• What to do:
When the word "موسى" shows up in a line of the records below, copy that line.

Recorded data Start Marker

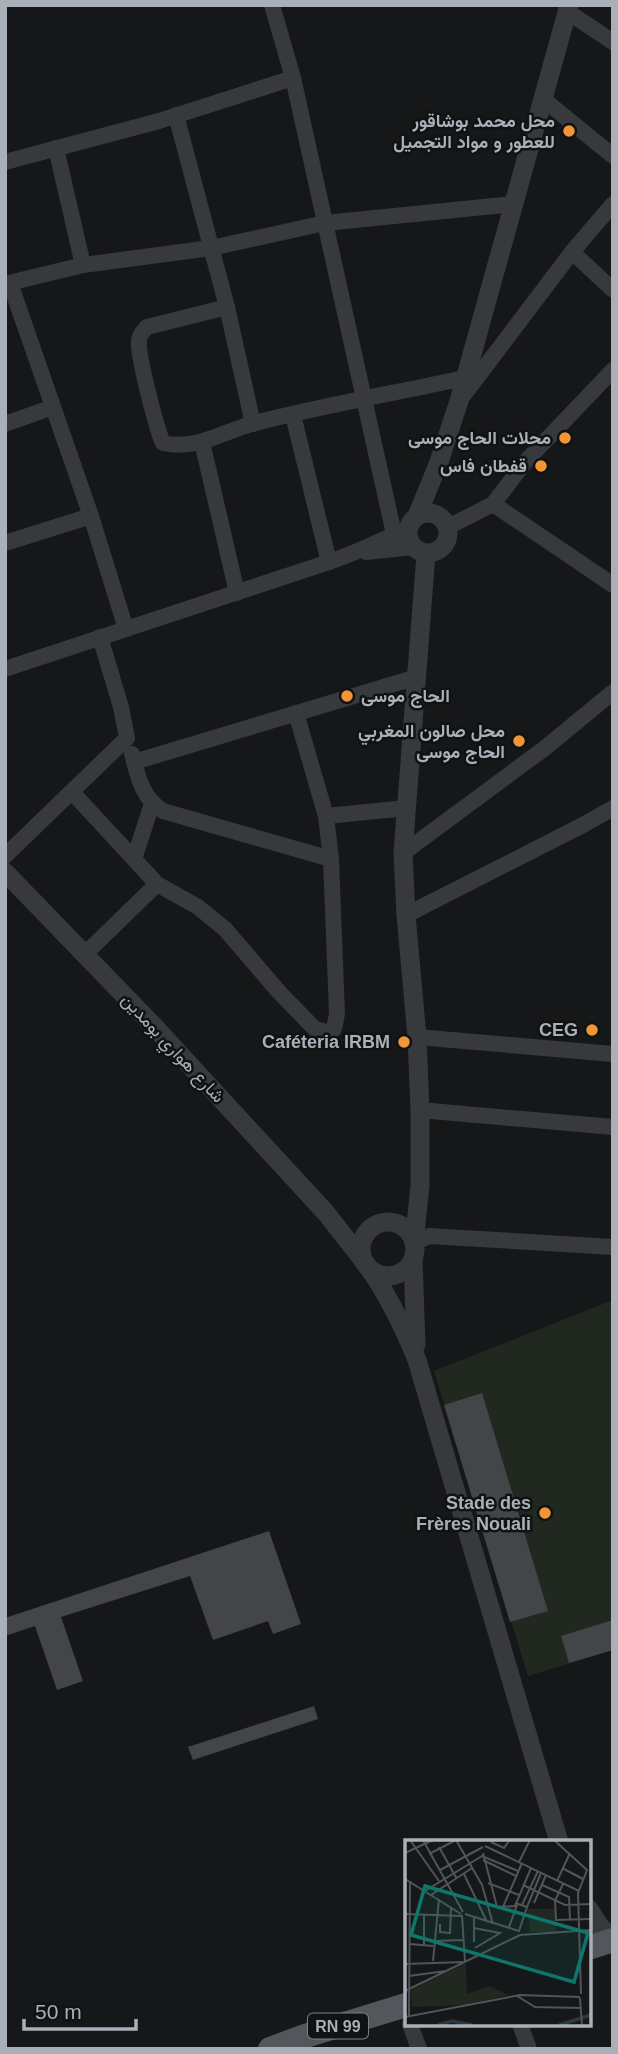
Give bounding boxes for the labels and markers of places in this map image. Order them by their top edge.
place label: محل محمد بوشاقور للعطور و مواد التجميل [393,111,555,153]
marker: محل محمد بوشاقور للعطور و مواد التجميل [561,123,577,139]
place label: محلات الحاج موسى [408,428,551,450]
marker: محلات الحاج موسى [557,430,573,446]
place label: قفطان فاس [440,456,527,477]
marker: قفطان فاس [533,458,549,474]
place label: الحاج موسى [361,686,450,708]
marker: الحاج موسى [339,688,355,704]
place label: محل صالون المغربي الحاج موسى [358,721,505,764]
marker: محل صالون المغربي الحاج موسى [511,733,527,749]
place label: CEG [539,1020,578,1040]
marker: CEG [584,1022,600,1038]
place label: Caféteria IRBM [262,1032,390,1052]
marker: Caféteria IRBM [396,1034,412,1050]
place label: Stade des Frères Nouali [416,1493,531,1534]
marker: Stade des Frères Nouali [537,1505,553,1521]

Recorded data End Marker

• Response to the task:
place label: محلات الحاج موسى [408,428,551,450]
marker: محلات الحاج موسى [557,430,573,446]
place label: الحاج موسى [361,686,450,708]
marker: الحاج موسى [339,688,355,704]
place label: محل صالون المغربي الحاج موسى [358,721,505,764]
marker: محل صالون المغربي الحاج موسى [511,733,527,749]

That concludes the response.